Сыновьям цур Дитлина ничего другого не оставалось, как усадить в телеги своих жён и детей и усесться спереди править.
Клос почти повис на Вире.
— Вели взамен этих в деревню лошадей из графских конюшен отправить, — потребовал он. — Рабочих, они получше этих доходяг будут.
Вир бросил короткий взгляд на Врени и та подбежала к Клосу.
— Вы совсем мне работу не облегчаете, — проворчала цирюльница. — Вам лежать надо.
— Повесить велю, — вяло ответил Клос. — Надоело. Не хочу лежать.
* * *
— Пора и мне ехать, — сказал Вир, когда Врени заново перевязывала Клоса в его покоях и поила сбивающим жар снадобьем. — Как бы они вперёд нас до Сетора не добрались.

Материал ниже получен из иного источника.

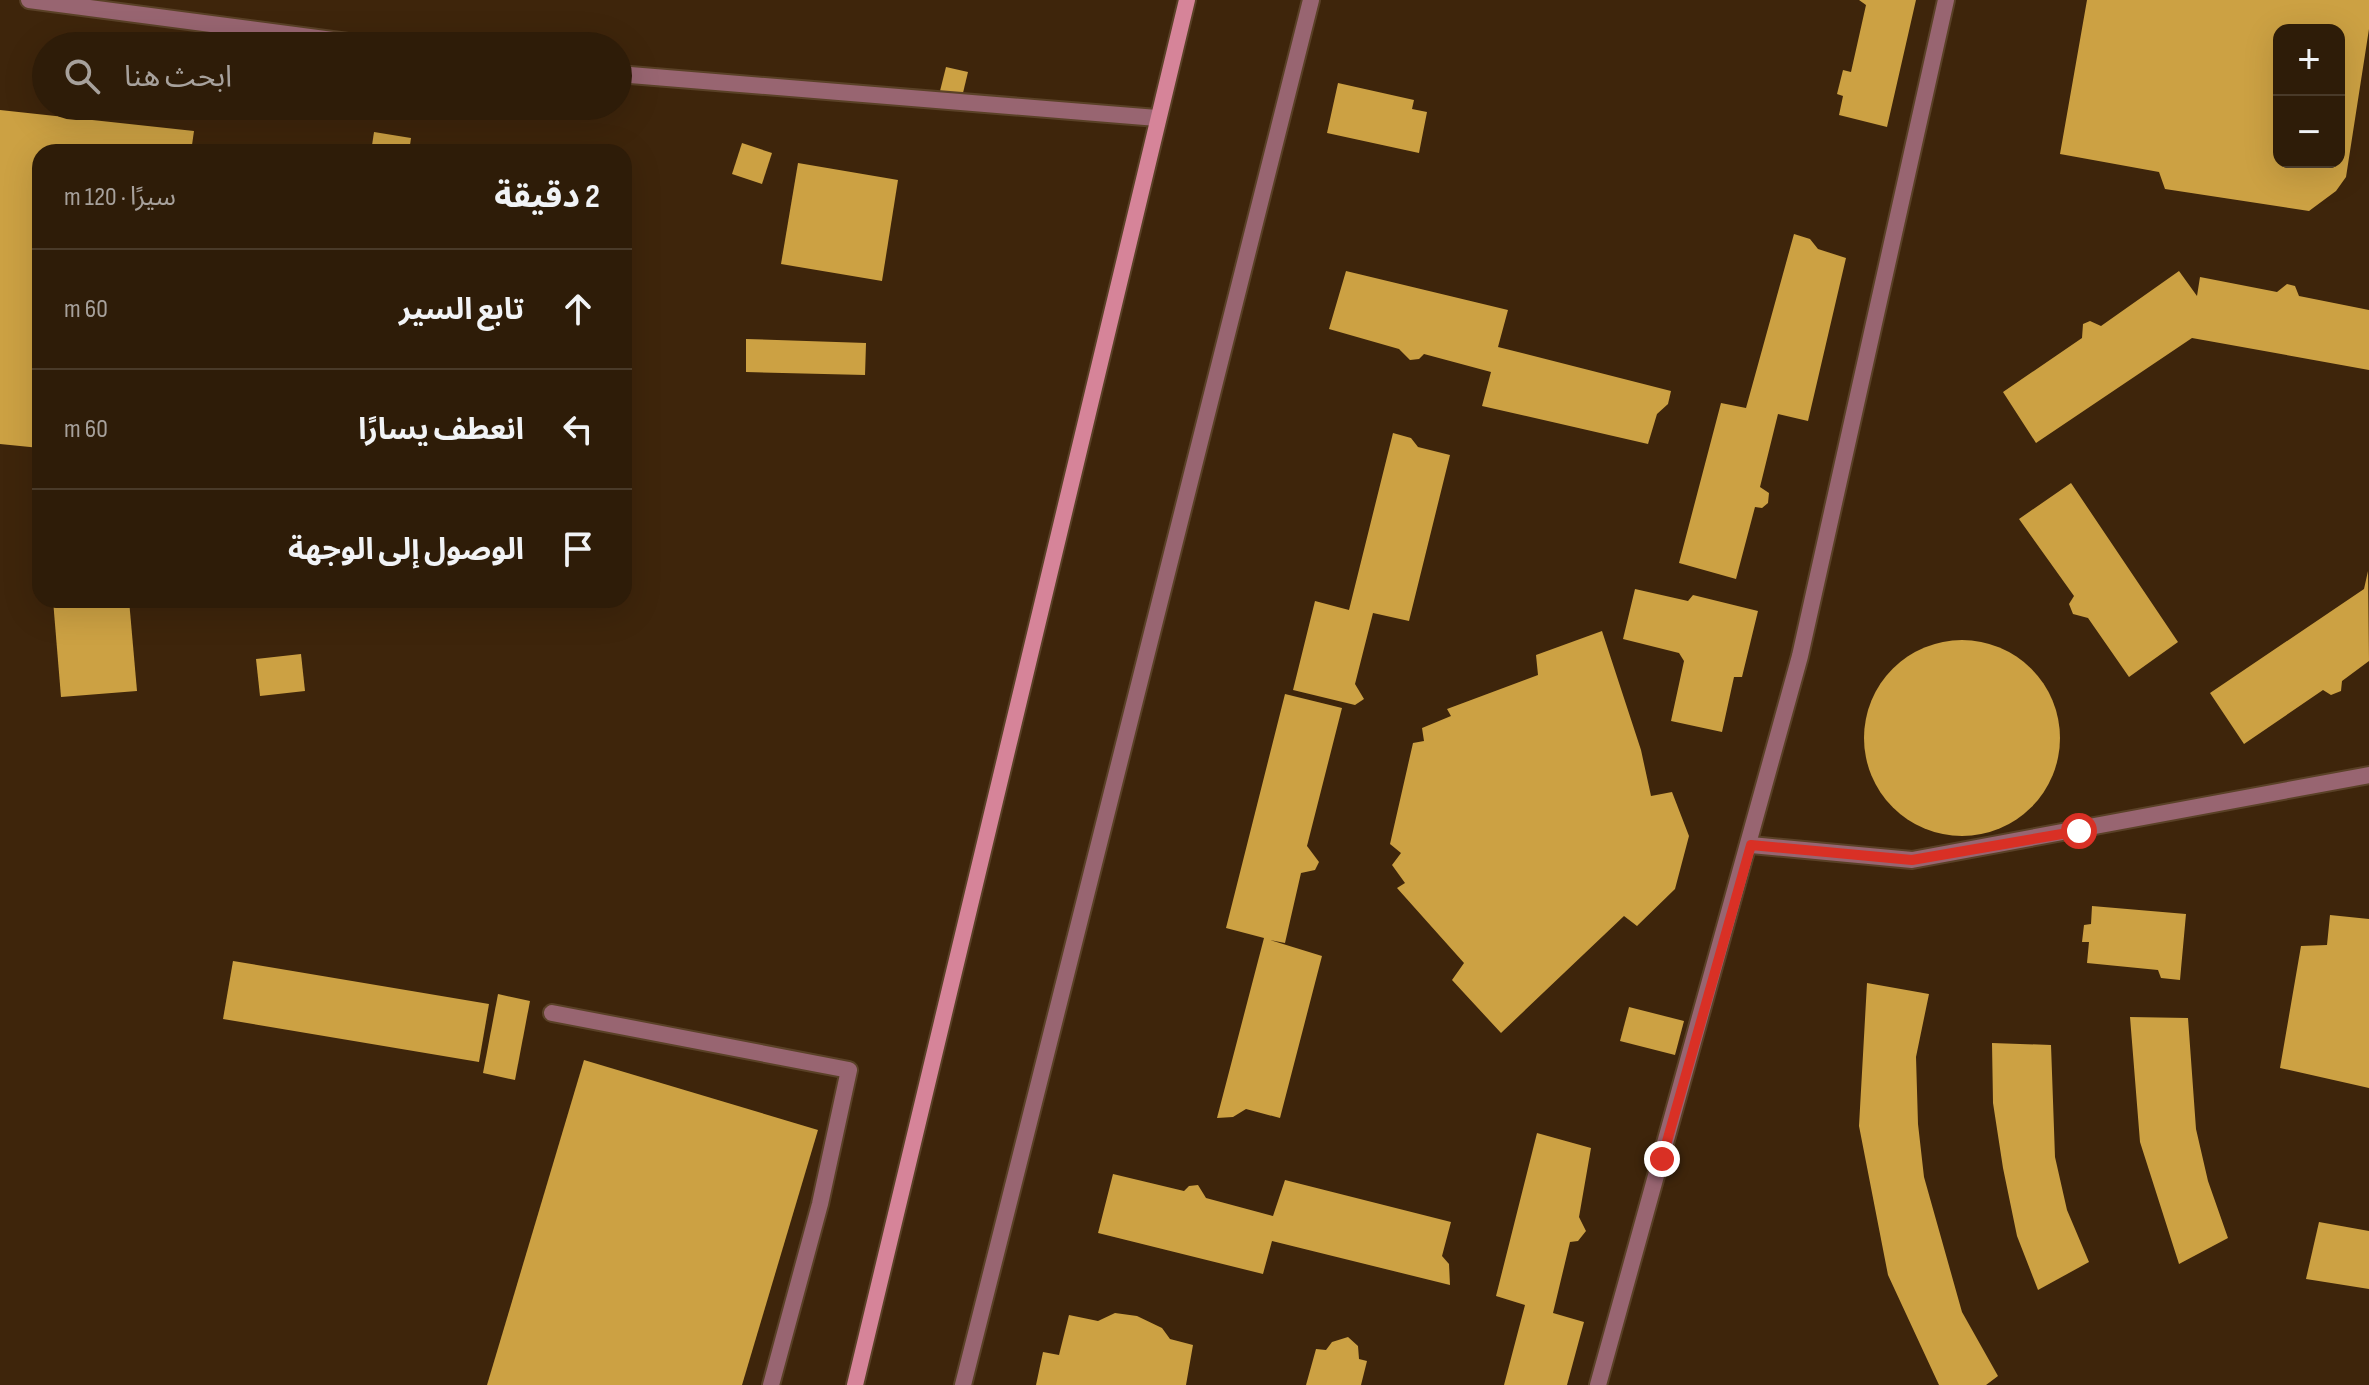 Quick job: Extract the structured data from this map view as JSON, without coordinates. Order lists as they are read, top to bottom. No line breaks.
{"page":{"map_buttons":["+","−"],"search":"ابحث هنا","heading":["2 دقيقة","سيرًا · 120 m"],"list":[["تابع السير","60 m"],["انعطف يسارًا","60 m"],"الوصول إلى الوجهة"]}} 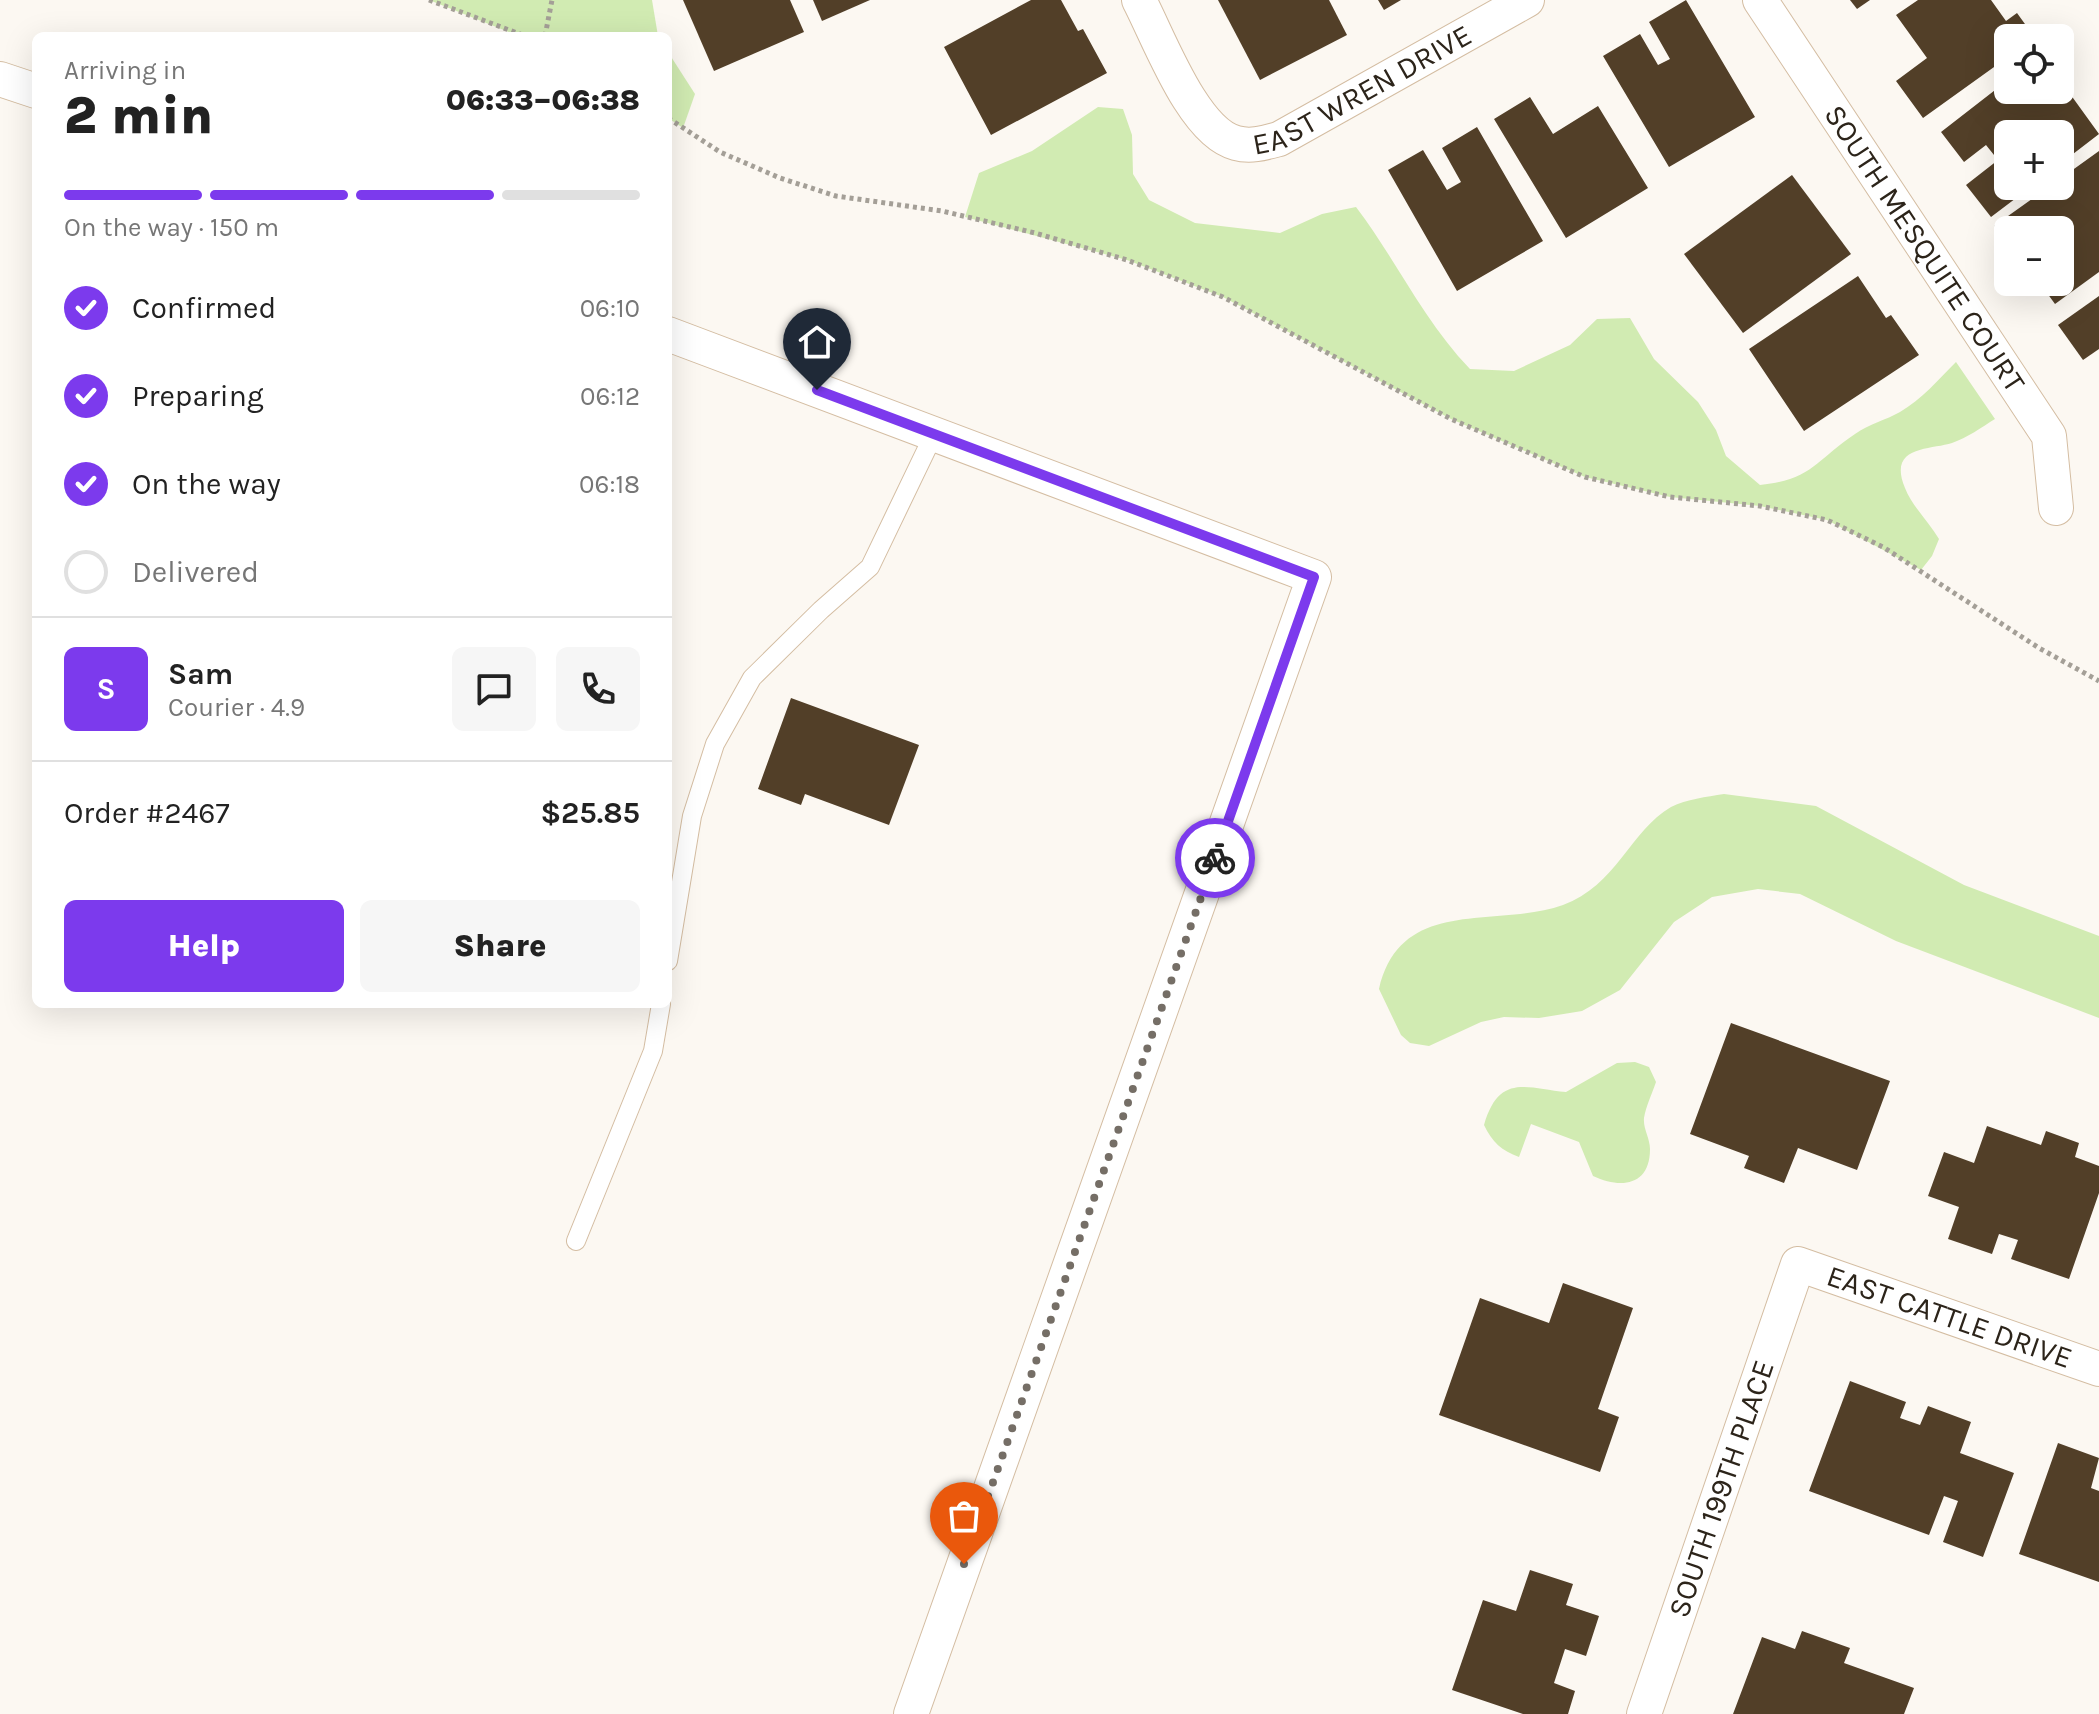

— Езжай, — согласился рыцарь. — Норе там кланяйся, отцу тоже.
Он помолчал, потом произнёс:
— Ты думаешь, они…
Вир пожал плечами.
— Если поторопиться, то может быть.
Клос кивнул, но сделал оборотню знак не уходить.
— Я помню бой, — сказал рыцарь после долгого молчания. — Тебя ранили несколько раз.
— Я говорил тебе, это не моя кровь.
— А дырки на одежде?
— Зацепило.
Клос покосился на Врени.
— Пшла вон, — приказал он. Вир ухмыльнулся.
— Ладно, — сказал он. — Не гони её, она знает. Лекаря надо слушаться.
— Что знает? — не понял рыцарь.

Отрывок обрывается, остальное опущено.